Set down exactly the lines from the first line of the records through the line that contains "display:flex; align-items:center; gap:8px;", and leave every picture out.
----- Exercise data
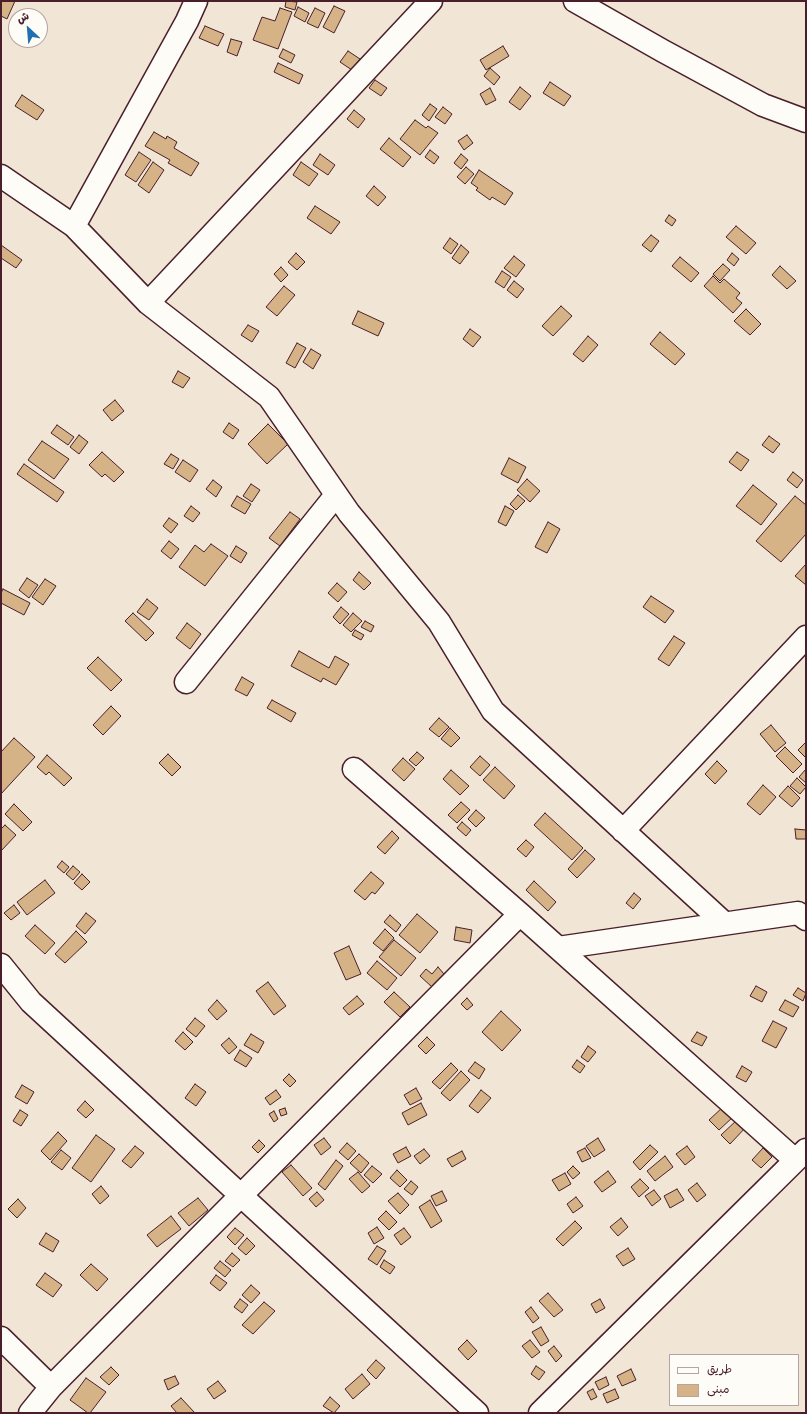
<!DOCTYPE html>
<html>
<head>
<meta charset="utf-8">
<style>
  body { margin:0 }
  #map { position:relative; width:807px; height:1414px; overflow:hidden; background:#f1e6d5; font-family:Itim,"Playpen Sans Arabic",sans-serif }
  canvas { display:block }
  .frame { position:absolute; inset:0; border:2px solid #4a1f2b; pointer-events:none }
  .legend { position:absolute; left:669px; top:1354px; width:130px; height:52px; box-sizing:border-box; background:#fdfcf7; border:1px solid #b5a4a5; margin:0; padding:5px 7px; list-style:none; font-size:12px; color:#4a1f2b }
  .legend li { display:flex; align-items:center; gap:8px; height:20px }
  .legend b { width:20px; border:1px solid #b5a4a5 }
  .north { position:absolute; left:8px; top:8px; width:40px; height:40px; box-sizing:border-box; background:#fdfcf7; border:1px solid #b5a4a5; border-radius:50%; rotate:334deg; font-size:11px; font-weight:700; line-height:16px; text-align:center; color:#4a1f2b }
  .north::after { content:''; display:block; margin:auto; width:14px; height:18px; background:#1f6fb2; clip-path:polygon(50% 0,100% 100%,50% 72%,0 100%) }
</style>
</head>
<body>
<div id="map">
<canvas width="807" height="1414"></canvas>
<div class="frame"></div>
<ul class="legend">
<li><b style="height:5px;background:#fdfcf7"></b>طريق</li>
<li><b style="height:11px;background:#d5b387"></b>مبنى</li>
</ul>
<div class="north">ش</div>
</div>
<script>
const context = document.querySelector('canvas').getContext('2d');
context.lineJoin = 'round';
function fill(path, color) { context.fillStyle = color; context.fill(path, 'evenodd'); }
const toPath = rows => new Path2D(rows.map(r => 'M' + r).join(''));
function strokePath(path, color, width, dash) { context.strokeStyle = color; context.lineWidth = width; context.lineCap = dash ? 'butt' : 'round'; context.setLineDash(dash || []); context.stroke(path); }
const building = toPath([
  [1,1,15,1,7,19,1,16,1,1],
  [286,1,297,2,295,10,285,7,286,1],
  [334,6,345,11,334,33,323,27,334,6],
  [298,7,309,13,305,22,294,16,298,7],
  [280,8,292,12,278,49,253,40,262,17,275,21,280,8],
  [315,8,325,13,318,28,307,23,315,8],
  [205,26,224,34,218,46,199,38,205,26],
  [231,39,242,42,237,56,227,52,231,39],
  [503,46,509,56,486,70,480,60,503,46],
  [283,49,295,55,291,63,279,57,283,49],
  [348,51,360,59,352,70,340,62,348,51],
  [278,63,303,75,299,84,274,72,278,63],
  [490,68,500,77,494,85,484,76,490,68],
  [375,80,387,88,381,96,369,88,375,80],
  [550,82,571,96,564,106,543,93,550,82],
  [520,87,531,96,520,110,509,102,520,87],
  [490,88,496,100,486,105,480,94,490,88],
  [22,95,44,110,37,120,15,106,22,95],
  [430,104,437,109,429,121,422,115,430,104],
  [443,107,452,114,445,124,435,117,443,107],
  [354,110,365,119,358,128,347,119,354,110],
  [415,120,426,128,428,126,438,133,420,155,400,139,415,120],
  [154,132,166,139,167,136,177,142,174,148,199,163,191,176,168,163,170,160,145,146,154,132],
  [467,135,473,143,464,150,458,141,467,135],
  [389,138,411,157,403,167,380,149,389,138],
  [430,150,439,157,434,164,425,157,430,150],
  [139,152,151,160,136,182,125,175,139,152],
  [320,154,335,165,328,175,313,165,320,154],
  [461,154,468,160,461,169,454,163,461,154],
  [153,162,164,170,149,193,138,185,153,162],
  [301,162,318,174,309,186,293,175,301,162],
  [466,167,474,174,465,184,457,177,466,167],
  [479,170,513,193,505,205,492,197,490,200,476,190,478,188,471,183,479,170],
  [374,186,386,197,378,206,366,196,374,186],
  [315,206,340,222,331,234,307,218,315,206],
  [669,215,676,220,672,226,665,221,669,215],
  [736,226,756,243,746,254,726,237,736,226],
  [651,235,659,241,651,252,642,245,651,235],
  [450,238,458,244,451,254,443,248,450,238],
  [1,245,22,260,16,268,1,258,1,245],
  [461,245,469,252,460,264,452,258,461,245],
  [296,253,305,262,297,270,288,262,296,253],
  [732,253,739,259,734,266,727,260,732,253],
  [514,256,525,265,516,277,504,268,514,256],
  [680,257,699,273,691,282,672,266,680,257],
  [723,264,730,270,720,281,713,274,723,264],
  [780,266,796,281,787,289,772,275,780,266],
  [281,267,288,275,281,282,274,274,281,267],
  [502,271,511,277,504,288,495,282,502,271],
  [713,276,720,283,724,279,740,293,736,298,742,303,733,313,704,286,713,276],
  [514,281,524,289,517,298,507,290,514,281],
  [284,286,295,295,277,316,266,307,284,286],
  [561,306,572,316,553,336,542,326,561,306],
  [746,309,761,324,750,335,734,321,746,309],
  [358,311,384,323,378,336,352,324,358,311],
  [248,325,259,331,252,342,241,335,248,325],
  [470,329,481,337,473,347,463,339,470,329],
  [660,332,685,354,675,365,650,344,660,332],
  [588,336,598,345,583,362,573,354,588,336],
  [297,343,306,348,295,368,286,363,297,343],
  [311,349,321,355,313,369,303,362,311,349],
  [178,371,190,378,183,388,172,382,178,371],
  [115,400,124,411,112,421,103,410,115,400],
  [229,423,239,430,233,439,223,432,229,423],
  [268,424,288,444,267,464,248,444,268,424],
  [57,425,74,437,68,445,51,433,57,425],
  [79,435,88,442,79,454,70,447,79,435],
  [769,436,780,444,773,453,762,445,769,436],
  [42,441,69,459,54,479,28,460,42,441],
  [102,452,124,472,114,482,105,474,102,477,89,465,102,452],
  [737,452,749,460,741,471,729,462,737,452],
  [171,454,179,459,173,469,164,464,171,454],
  [509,458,526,467,518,483,501,474,509,458],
  [183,460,198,470,190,482,175,472,183,460],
  [24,464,64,492,57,502,17,474,24,464],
  [793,472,803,480,797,488,787,480,793,472],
  [527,479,540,491,530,502,517,490,527,479],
  [213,480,222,487,216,497,206,489,213,480],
  [251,484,260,490,252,502,243,496,251,484],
  [753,485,777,504,761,525,736,506,753,485],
  [518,495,525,501,516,510,510,504,518,495],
  [237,496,251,504,245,514,231,506,237,496],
  [795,496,806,505,806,534,781,562,756,541,795,496],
  [191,506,200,513,193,522,184,516,191,506],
  [505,506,514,511,506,526,498,522,505,506],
  [290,512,300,519,280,546,269,538,290,512],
  [169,518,178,524,171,533,163,526,169,518],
  [548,522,560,529,547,553,535,547,548,522],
  [169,541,179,549,171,559,161,551,169,541],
  [211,544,228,556,205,586,179,567,195,545,204,552,211,544],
  [236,546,247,553,241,563,230,556,236,546],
  [806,564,806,585,795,576,806,564],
  [359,572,371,583,364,590,353,580,359,572],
  [27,578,38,585,29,598,19,590,27,578],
  [45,579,56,586,43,605,32,597,45,579],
  [337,583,347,592,338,602,328,593,337,583],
  [3,589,30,603,24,615,1,603,1,593,3,589],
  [651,596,674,611,665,623,643,607,651,596],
  [147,599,158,608,149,620,137,612,147,599],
  [341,607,349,614,340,624,333,617,341,607],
  [133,613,154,633,146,641,125,621,133,613],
  [353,613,362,621,351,632,343,625,353,613],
  [365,621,374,626,371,632,361,627,365,621],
  [187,623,201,634,190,649,176,638,187,623],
  [355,630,364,635,361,640,352,635,355,630],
  [674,636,685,643,669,666,658,659,674,636],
  [299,651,329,668,335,656,349,664,336,685,323,678,321,682,291,666,299,651],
  [98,657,122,680,111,691,87,668,98,657],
  [242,677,254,684,247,696,235,690,242,677],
  [272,700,296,713,291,722,267,708,272,700],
  [111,706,121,716,103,735,93,725,111,706],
  [439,718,449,727,439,737,429,729,439,718],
  [771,725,786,743,775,752,760,734,771,725],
  [450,728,460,738,451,747,441,739,450,728],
  [14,738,35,757,1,794,1,752,14,738],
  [806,742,806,758,798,750,806,742],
  [785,747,802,764,793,773,776,756,785,747],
  [417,752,424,758,416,766,409,760,417,752],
  [168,754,181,767,172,776,159,763,168,754],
  [47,755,72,778,64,786,49,772,46,775,37,767,47,755],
  [480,756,490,765,480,776,470,767,480,756],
  [403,758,415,769,404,781,392,770,403,758],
  [717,761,727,771,715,784,705,774,717,761],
  [495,767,515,786,504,799,483,780,495,767],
  [806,769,806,783,799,777,806,769],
  [451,770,469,786,460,795,443,779,451,770],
  [797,778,806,787,800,794,790,786,797,778],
  [763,785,776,797,760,815,747,804,763,785],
  [788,786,800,798,792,807,779,796,788,786],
  [461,802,470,810,457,823,448,815,461,802],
  [14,804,32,822,23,831,5,814,14,804],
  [476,810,485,818,476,827,468,819,476,810],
  [545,813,583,848,572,860,534,825,545,813],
  [462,822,471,830,466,836,457,828,462,822],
  [5,825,16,835,1,851,1,829,5,825],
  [795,829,806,830,806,839,796,839,795,829],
  [392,831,399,838,385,854,377,847,392,831],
  [526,840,534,847,526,857,517,849,526,840],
  [585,850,595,859,577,878,568,869,585,850],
  [62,861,69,867,64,873,57,867,62,861],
  [73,866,80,872,73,880,66,874,73,866],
  [371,872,384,883,375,894,372,892,365,900,354,891,371,872],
  [82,874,90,882,82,890,74,883,82,874],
  [45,880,55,893,27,915,17,902,45,880],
  [534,881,556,902,548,911,526,890,534,881],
  [634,893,641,899,633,909,626,903,634,893],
  [14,905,20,913,11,920,4,913,14,905],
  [86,913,96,921,85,934,76,926,86,913],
  [417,914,438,932,420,953,399,935,417,914],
  [390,915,401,925,396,932,384,922,390,915],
  [35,925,55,943,45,954,25,936,35,925],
  [456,927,472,930,470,943,454,940,456,927],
  [385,929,394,938,383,951,373,943,385,929],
  [76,931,87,942,65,963,55,954,76,931],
  [394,940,416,958,401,976,379,957,394,940],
  [349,946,361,974,346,980,334,953,349,946],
  [377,961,397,978,387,990,367,973,377,961],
  [438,967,444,974,432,987,420,976,426,969,432,974,438,967],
  [268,982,286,1006,274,1015,256,991,268,982],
  [756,986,767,992,762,1002,750,996,756,986],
  [798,988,806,993,803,1001,793,995,798,988],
  [394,992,410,1007,400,1017,384,1002,394,992],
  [357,996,364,1004,349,1015,343,1008,357,996],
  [467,998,473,1005,467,1010,461,1004,467,998],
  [217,1000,227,1011,217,1020,208,1010,217,1000],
  [785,1000,799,1007,793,1017,779,1010,785,1000],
  [501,1011,521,1030,502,1051,482,1032,501,1011],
  [195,1018,205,1026,196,1037,186,1029,195,1018],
  [773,1021,787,1028,776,1048,762,1041,773,1021],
  [183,1032,193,1042,185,1050,175,1041,183,1032],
  [697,1032,707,1037,702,1046,691,1041,697,1032],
  [251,1034,264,1042,258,1053,244,1045,251,1034],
  [427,1037,435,1045,426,1054,418,1046,427,1037],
  [229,1038,237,1047,229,1054,221,1045,229,1038],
  [588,1046,596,1052,588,1062,581,1057,588,1046],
  [240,1050,252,1058,246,1067,234,1060,240,1050],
  [577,1060,585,1066,580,1073,572,1067,577,1060],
  [475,1062,485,1069,479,1079,468,1071,475,1062],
  [451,1063,458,1070,440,1089,432,1082,451,1063],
  [742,1066,752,1072,746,1082,736,1077,742,1066],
  [461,1071,470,1080,450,1101,441,1093,461,1071],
  [289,1074,296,1081,290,1087,283,1080,289,1074],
  [195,1084,206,1092,196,1106,185,1098,195,1084],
  [22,1085,34,1092,27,1104,15,1097,22,1085],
  [416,1088,422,1099,410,1105,404,1095,416,1088],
  [276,1090,281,1097,270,1105,265,1098,276,1090],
  [481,1090,491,1098,478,1113,469,1106,481,1090],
  [85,1101,94,1110,86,1118,77,1110,85,1101],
  [421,1103,427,1115,408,1125,402,1113,421,1103],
  [723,1107,733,1117,719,1130,709,1120,723,1107],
  [285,1108,287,1114,281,1116,279,1110,285,1108],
  [20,1110,28,1115,21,1126,13,1121,20,1110],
  [274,1111,278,1119,274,1122,269,1114,274,1111],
  [738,1119,746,1127,730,1144,721,1135,738,1119],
  [58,1132,67,1141,50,1160,41,1151,58,1132],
  [96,1135,115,1149,91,1182,72,1168,96,1135],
  [324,1138,331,1147,321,1155,314,1145,324,1138],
  [598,1138,605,1150,594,1157,586,1146,598,1138],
  [259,1140,265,1146,258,1153,252,1147,259,1140],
  [347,1143,356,1151,348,1160,339,1152,347,1143],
  [650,1145,658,1152,640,1170,633,1162,650,1145],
  [135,1146,144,1153,131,1168,122,1161,135,1146],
  [687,1146,695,1157,685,1165,676,1154,687,1146],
  [406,1147,411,1156,398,1163,393,1154,406,1147],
  [585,1148,591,1158,582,1162,577,1152,585,1148],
  [763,1148,772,1157,761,1168,752,1160,763,1148],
  [424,1149,430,1156,420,1164,414,1156,424,1149],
  [61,1150,71,1158,62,1170,51,1162,61,1150],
  [462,1151,466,1159,452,1167,447,1159,462,1151],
  [359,1154,369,1163,361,1173,350,1163,359,1154],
  [665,1156,673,1167,655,1181,647,1171,665,1156],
  [336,1160,343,1166,325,1190,318,1184,336,1160],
  [291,1165,312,1188,303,1196,282,1172,291,1165],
  [372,1166,382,1174,373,1183,364,1175,372,1166],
  [573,1166,580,1173,573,1179,567,1172,573,1166],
  [397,1170,407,1180,400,1187,390,1178,397,1170],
  [608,1171,616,1182,602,1192,594,1182,608,1171],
  [358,1172,370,1186,362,1193,349,1179,358,1172],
  [565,1173,571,1184,559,1191,552,1180,565,1173],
  [640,1179,649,1188,639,1197,631,1187,640,1179],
  [411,1181,418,1187,412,1195,404,1189,411,1181],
  [697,1183,706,1195,697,1202,688,1190,697,1183],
  [101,1186,109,1196,100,1204,92,1194,101,1186],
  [677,1189,684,1200,670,1208,664,1196,677,1189],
  [654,1190,661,1199,652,1206,645,1196,654,1190],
  [442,1191,447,1201,436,1206,431,1196,442,1191],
  [317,1192,324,1200,316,1207,309,1199,317,1192],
  [398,1193,409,1205,400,1214,388,1201,398,1193],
  [576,1197,583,1206,573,1213,567,1204,576,1197],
  [198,1198,208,1210,189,1226,178,1213,198,1198],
  [18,1199,26,1208,17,1218,8,1209,18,1199],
  [430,1200,442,1221,431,1228,419,1207,430,1200],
  [386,1211,397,1222,389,1230,378,1219,386,1211],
  [171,1216,181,1229,157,1247,147,1235,171,1216],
  [621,1218,628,1227,618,1236,610,1227,621,1218],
  [575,1221,582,1228,563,1246,556,1239,575,1221],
  [377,1227,384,1238,374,1244,368,1233,377,1227],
  [235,1228,244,1235,235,1245,227,1237,235,1228],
  [404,1228,411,1237,401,1245,394,1235,404,1228],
  [46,1233,59,1241,53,1252,39,1244,46,1233],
  [247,1238,255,1246,246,1255,238,1248,247,1238],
  [377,1246,386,1251,377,1265,368,1259,377,1246],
  [628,1248,635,1259,623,1266,616,1256,628,1248],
  [232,1253,240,1260,233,1267,225,1261,232,1253],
  [384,1260,395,1267,390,1274,380,1267,384,1260],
  [220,1261,231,1270,225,1277,214,1268,220,1261],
  [91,1264,108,1279,97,1291,80,1275,91,1264],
  [45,1273,62,1285,53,1297,36,1285,45,1273],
  [216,1275,227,1283,220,1291,210,1283,216,1275],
  [251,1285,260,1293,251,1303,242,1295,251,1285],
  [548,1293,563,1310,554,1317,539,1301,548,1293],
  [240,1299,248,1305,242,1313,234,1307,240,1299],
  [600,1299,605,1308,596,1313,591,1304,600,1299],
  [264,1302,275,1311,253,1334,242,1325,264,1302],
  [531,1307,539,1318,533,1323,525,1312,531,1307],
  [541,1327,549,1341,541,1346,532,1332,541,1327],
  [467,1340,477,1351,468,1360,458,1349,467,1340],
  [530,1340,540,1352,532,1358,522,1346,530,1340],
  [554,1346,562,1356,556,1362,548,1351,554,1346],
  [376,1360,385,1368,376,1379,367,1370,376,1360],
  [536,1366,545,1372,539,1380,531,1374,536,1366],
  [111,1367,119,1375,109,1385,100,1377,111,1367],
  [631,1369,636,1380,622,1386,617,1376,631,1369],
  [362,1374,370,1384,353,1399,345,1389,362,1374],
  [175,1376,179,1384,168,1390,164,1380,175,1376],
  [606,1377,609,1385,599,1390,595,1382,606,1377],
  [86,1378,106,1392,90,1413,88,1413,70,1400,86,1378],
  [218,1381,226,1391,214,1399,207,1389,218,1381],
  [593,1389,597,1397,591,1400,587,1392,593,1389],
  [615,1389,619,1398,607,1403,603,1394,615,1389],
  [330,1397,340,1406,334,1413,323,1406,330,1397],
  [181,1398,195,1413,177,1413,171,1406,181,1398]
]);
fill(building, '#d5b387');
strokePath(building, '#4a1f2b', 1);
const minor = toPath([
  [575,1,663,51,763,105,806,121],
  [1,176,74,226,148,303,269,397,349,513,439,622,493,711,724,923],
  [74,226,187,21,196,1],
  [148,303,431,1],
  [186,682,336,495],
  [354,769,520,914,795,1160],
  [623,831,806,637],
  [558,948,798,913,806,919],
  [1,965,31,1002,477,1413],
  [1,1338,51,1387],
  [30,1413,51,1387,520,914],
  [540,1413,806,1150]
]);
strokePath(minor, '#4a1f2b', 25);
strokePath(minor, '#fdfcf7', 22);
</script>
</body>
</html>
----------
Response for this exercise:
<!DOCTYPE html>
<html>
<head>
<meta charset="utf-8">
<style>
  body { margin:0 }
  #map { position:relative; width:807px; height:1414px; overflow:hidden; background:#f1e6d5; font-family:Itim,"Playpen Sans Arabic",sans-serif }
  canvas { display:block }
  .frame { position:absolute; inset:0; border:2px solid #4a1f2b; pointer-events:none }
  .legend { position:absolute; left:669px; top:1354px; width:130px; height:52px; box-sizing:border-box; background:#fdfcf7; border:1px solid #b5a4a5; margin:0; padding:5px 7px; list-style:none; font-size:12px; color:#4a1f2b }
  .legend li { display:flex; align-items:center; gap:8px; height:20px }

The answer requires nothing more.